● **Work to be completed**: Look below for the line that contains "M999,395l4,3 -7,10 -2,-6z", then copy it and each following line exactly, through and including the line that contains "M890,737l35,-57 189,-321 40,-62".

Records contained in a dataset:
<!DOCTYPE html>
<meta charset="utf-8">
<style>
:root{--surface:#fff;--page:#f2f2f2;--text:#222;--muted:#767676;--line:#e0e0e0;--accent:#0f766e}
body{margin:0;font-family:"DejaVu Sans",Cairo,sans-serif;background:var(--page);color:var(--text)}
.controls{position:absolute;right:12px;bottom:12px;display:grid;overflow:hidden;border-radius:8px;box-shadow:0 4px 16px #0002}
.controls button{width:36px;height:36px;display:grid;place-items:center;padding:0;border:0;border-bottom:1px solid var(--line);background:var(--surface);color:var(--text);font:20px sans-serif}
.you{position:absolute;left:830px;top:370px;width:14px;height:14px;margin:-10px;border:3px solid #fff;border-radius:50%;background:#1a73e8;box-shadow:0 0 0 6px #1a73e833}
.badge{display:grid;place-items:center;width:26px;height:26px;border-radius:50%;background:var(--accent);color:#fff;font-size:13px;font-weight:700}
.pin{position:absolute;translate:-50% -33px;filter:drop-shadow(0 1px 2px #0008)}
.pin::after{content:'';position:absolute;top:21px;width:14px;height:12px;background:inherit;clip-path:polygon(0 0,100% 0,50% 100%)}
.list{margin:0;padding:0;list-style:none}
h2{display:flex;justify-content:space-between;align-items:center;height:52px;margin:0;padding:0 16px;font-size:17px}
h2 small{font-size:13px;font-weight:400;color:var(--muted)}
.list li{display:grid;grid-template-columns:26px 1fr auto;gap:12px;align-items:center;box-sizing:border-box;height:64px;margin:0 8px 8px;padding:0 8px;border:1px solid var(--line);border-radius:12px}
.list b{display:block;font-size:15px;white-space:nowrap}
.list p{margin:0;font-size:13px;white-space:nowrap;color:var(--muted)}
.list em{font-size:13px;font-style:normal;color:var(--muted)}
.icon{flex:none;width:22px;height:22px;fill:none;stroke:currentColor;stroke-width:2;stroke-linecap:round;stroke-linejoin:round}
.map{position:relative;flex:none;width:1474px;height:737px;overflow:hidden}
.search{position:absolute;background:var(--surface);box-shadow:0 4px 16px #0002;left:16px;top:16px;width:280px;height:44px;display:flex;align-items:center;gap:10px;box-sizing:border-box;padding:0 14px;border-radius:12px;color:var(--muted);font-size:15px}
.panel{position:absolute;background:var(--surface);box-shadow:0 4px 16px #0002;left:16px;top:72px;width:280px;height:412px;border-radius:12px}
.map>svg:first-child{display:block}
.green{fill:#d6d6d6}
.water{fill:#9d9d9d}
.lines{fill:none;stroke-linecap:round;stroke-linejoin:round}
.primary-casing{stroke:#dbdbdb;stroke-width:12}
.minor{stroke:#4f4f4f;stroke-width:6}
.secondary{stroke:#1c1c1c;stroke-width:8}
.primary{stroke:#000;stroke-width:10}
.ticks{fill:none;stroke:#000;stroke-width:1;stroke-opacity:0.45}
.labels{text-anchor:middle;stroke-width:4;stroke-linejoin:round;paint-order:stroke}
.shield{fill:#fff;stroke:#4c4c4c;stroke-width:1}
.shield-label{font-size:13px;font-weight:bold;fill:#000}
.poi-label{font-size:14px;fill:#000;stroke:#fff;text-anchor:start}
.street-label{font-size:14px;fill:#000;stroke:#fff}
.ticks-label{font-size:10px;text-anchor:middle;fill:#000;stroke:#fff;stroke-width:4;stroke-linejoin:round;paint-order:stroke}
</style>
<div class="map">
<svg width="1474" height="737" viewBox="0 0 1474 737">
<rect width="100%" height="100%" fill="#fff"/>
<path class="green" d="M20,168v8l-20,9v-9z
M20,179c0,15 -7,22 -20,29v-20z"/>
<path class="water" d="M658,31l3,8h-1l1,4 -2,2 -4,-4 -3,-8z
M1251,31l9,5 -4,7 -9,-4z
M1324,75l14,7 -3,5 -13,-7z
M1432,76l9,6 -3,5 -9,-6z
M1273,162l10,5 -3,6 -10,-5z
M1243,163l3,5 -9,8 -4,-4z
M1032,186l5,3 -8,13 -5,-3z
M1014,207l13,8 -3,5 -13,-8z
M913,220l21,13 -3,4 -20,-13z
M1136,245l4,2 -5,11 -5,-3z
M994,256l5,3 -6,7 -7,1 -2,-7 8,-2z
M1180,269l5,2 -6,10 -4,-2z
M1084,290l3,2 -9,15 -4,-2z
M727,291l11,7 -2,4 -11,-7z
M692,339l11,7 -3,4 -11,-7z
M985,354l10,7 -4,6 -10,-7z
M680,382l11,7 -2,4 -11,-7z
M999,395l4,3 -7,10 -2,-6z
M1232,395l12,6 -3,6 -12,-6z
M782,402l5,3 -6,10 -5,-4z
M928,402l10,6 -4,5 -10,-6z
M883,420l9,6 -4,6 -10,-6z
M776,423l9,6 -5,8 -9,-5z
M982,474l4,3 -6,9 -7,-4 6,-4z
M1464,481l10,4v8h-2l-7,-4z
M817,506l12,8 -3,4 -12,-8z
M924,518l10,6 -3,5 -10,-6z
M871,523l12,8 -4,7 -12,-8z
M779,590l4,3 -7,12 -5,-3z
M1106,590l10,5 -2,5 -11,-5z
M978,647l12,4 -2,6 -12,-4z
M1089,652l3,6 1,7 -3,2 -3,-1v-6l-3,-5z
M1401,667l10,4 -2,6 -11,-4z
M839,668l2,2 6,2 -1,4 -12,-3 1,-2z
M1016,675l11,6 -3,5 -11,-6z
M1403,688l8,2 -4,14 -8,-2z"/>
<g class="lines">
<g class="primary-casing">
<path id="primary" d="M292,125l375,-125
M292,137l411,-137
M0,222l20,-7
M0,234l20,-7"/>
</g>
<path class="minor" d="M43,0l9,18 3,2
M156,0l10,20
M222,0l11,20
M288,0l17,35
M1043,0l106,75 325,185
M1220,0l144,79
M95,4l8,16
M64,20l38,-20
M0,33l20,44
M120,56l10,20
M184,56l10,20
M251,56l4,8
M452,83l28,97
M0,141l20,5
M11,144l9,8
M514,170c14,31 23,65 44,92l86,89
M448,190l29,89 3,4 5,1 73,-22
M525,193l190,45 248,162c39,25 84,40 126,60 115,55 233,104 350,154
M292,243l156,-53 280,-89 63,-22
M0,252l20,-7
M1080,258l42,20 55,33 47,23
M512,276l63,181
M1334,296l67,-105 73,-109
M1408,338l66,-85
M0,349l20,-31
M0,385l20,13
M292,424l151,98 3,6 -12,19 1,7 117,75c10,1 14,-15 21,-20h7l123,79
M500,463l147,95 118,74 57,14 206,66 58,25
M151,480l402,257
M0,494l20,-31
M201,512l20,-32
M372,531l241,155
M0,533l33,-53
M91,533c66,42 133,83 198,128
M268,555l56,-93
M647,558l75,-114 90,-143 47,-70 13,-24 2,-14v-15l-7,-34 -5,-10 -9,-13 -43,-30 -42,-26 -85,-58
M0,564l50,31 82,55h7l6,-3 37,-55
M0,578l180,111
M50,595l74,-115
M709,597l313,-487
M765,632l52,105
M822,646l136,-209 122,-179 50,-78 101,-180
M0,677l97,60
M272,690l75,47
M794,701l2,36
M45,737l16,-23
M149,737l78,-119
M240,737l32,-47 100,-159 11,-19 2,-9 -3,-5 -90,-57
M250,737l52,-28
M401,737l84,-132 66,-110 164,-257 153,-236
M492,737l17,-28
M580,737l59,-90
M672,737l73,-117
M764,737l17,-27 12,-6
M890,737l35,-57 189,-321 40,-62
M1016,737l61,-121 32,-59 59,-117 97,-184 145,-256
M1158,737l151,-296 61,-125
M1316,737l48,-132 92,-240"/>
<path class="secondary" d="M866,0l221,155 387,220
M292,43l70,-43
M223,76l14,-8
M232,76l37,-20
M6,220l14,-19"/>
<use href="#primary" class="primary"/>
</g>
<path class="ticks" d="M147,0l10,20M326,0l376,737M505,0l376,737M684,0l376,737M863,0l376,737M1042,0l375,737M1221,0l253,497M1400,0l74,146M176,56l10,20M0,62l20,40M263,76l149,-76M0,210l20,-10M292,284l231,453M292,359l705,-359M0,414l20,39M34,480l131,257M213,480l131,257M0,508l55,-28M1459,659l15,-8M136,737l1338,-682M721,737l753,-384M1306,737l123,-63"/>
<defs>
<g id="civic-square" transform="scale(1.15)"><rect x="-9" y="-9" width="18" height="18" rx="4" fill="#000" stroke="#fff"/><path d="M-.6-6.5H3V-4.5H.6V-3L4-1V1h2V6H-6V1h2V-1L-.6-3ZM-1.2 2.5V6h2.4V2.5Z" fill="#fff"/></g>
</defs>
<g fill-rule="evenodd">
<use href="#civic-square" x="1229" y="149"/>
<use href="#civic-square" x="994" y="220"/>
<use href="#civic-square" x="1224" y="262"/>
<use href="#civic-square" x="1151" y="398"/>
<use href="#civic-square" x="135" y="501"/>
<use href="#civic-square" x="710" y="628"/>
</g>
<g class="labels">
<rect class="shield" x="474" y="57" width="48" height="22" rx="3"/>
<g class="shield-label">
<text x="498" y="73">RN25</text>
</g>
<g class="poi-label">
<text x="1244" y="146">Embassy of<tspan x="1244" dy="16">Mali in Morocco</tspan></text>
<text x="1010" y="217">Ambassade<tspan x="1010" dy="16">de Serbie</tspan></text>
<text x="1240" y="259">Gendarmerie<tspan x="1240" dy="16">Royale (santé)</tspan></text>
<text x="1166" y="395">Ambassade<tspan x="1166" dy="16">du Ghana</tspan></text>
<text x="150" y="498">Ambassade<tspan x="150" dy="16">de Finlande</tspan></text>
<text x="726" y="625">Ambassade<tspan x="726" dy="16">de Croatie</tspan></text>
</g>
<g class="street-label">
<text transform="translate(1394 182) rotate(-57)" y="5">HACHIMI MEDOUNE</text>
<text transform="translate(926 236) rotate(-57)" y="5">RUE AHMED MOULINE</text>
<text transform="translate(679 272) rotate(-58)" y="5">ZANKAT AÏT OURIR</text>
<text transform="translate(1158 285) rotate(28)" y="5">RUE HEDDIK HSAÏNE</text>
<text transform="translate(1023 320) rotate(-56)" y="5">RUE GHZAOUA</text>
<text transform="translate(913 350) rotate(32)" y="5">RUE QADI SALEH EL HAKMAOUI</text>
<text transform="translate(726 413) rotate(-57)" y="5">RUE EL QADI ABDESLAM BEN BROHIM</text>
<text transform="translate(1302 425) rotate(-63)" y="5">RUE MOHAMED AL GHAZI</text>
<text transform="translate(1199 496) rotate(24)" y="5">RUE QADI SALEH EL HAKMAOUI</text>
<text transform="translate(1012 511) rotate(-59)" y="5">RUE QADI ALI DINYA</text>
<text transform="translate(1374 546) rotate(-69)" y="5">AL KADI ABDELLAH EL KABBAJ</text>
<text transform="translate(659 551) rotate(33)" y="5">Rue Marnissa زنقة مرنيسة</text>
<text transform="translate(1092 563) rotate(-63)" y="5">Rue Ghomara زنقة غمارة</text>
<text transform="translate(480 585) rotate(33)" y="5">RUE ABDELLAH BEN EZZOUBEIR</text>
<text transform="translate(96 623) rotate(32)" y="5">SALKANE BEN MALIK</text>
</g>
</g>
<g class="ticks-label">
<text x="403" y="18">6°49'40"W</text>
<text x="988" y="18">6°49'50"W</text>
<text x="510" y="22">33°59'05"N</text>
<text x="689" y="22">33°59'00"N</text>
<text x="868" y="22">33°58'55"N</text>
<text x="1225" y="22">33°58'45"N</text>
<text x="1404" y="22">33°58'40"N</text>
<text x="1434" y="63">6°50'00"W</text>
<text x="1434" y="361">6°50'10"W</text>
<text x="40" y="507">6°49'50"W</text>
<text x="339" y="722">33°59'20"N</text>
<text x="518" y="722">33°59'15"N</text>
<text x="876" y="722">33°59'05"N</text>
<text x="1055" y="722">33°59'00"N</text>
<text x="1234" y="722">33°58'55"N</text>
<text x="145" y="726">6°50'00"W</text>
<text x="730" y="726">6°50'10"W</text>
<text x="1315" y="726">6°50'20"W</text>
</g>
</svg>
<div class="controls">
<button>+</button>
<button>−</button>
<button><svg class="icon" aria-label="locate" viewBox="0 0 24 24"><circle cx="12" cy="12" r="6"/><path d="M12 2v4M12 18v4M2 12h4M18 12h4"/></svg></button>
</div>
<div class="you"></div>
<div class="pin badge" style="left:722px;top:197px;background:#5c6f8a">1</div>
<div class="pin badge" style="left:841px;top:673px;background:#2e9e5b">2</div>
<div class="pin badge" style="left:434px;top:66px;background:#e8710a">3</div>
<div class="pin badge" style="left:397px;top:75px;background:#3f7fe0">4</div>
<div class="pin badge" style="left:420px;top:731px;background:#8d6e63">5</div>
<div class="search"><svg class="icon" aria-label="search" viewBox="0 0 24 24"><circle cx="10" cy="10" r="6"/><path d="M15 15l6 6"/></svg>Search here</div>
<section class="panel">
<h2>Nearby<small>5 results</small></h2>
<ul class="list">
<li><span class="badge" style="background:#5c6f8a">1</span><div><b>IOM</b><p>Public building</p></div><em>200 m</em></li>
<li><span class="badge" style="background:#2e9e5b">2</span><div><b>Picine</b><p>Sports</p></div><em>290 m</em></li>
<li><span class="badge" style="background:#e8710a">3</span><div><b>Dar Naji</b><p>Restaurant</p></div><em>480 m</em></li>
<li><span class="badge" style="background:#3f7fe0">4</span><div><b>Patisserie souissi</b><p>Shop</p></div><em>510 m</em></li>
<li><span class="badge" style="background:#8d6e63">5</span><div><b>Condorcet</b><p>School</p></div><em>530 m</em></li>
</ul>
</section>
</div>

● **Output of the exercise**:
M999,395l4,3 -7,10 -2,-6z
M1232,395l12,6 -3,6 -12,-6z
M782,402l5,3 -6,10 -5,-4z
M928,402l10,6 -4,5 -10,-6z
M883,420l9,6 -4,6 -10,-6z
M776,423l9,6 -5,8 -9,-5z
M982,474l4,3 -6,9 -7,-4 6,-4z
M1464,481l10,4v8h-2l-7,-4z
M817,506l12,8 -3,4 -12,-8z
M924,518l10,6 -3,5 -10,-6z
M871,523l12,8 -4,7 -12,-8z
M779,590l4,3 -7,12 -5,-3z
M1106,590l10,5 -2,5 -11,-5z
M978,647l12,4 -2,6 -12,-4z
M1089,652l3,6 1,7 -3,2 -3,-1v-6l-3,-5z
M1401,667l10,4 -2,6 -11,-4z
M839,668l2,2 6,2 -1,4 -12,-3 1,-2z
M1016,675l11,6 -3,5 -11,-6z
M1403,688l8,2 -4,14 -8,-2z"/>
<g class="lines">
<g class="primary-casing">
<path id="primary" d="M292,125l375,-125
M292,137l411,-137
M0,222l20,-7
M0,234l20,-7"/>
</g>
<path class="minor" d="M43,0l9,18 3,2
M156,0l10,20
M222,0l11,20
M288,0l17,35
M1043,0l106,75 325,185
M1220,0l144,79
M95,4l8,16
M64,20l38,-20
M0,33l20,44
M120,56l10,20
M184,56l10,20
M251,56l4,8
M452,83l28,97
M0,141l20,5
M11,144l9,8
M514,170c14,31 23,65 44,92l86,89
M448,190l29,89 3,4 5,1 73,-22
M525,193l190,45 248,162c39,25 84,40 126,60 115,55 233,104 350,154
M292,243l156,-53 280,-89 63,-22
M0,252l20,-7
M1080,258l42,20 55,33 47,23
M512,276l63,181
M1334,296l67,-105 73,-109
M1408,338l66,-85
M0,349l20,-31
M0,385l20,13
M292,424l151,98 3,6 -12,19 1,7 117,75c10,1 14,-15 21,-20h7l123,79
M500,463l147,95 118,74 57,14 206,66 58,25
M151,480l402,257
M0,494l20,-31
M201,512l20,-32
M372,531l241,155
M0,533l33,-53
M91,533c66,42 133,83 198,128
M268,555l56,-93
M647,558l75,-114 90,-143 47,-70 13,-24 2,-14v-15l-7,-34 -5,-10 -9,-13 -43,-30 -42,-26 -85,-58
M0,564l50,31 82,55h7l6,-3 37,-55
M0,578l180,111
M50,595l74,-115
M709,597l313,-487
M765,632l52,105
M822,646l136,-209 122,-179 50,-78 101,-180
M0,677l97,60
M272,690l75,47
M794,701l2,36
M45,737l16,-23
M149,737l78,-119
M240,737l32,-47 100,-159 11,-19 2,-9 -3,-5 -90,-57
M250,737l52,-28
M401,737l84,-132 66,-110 164,-257 153,-236
M492,737l17,-28
M580,737l59,-90
M672,737l73,-117
M764,737l17,-27 12,-6
M890,737l35,-57 189,-321 40,-62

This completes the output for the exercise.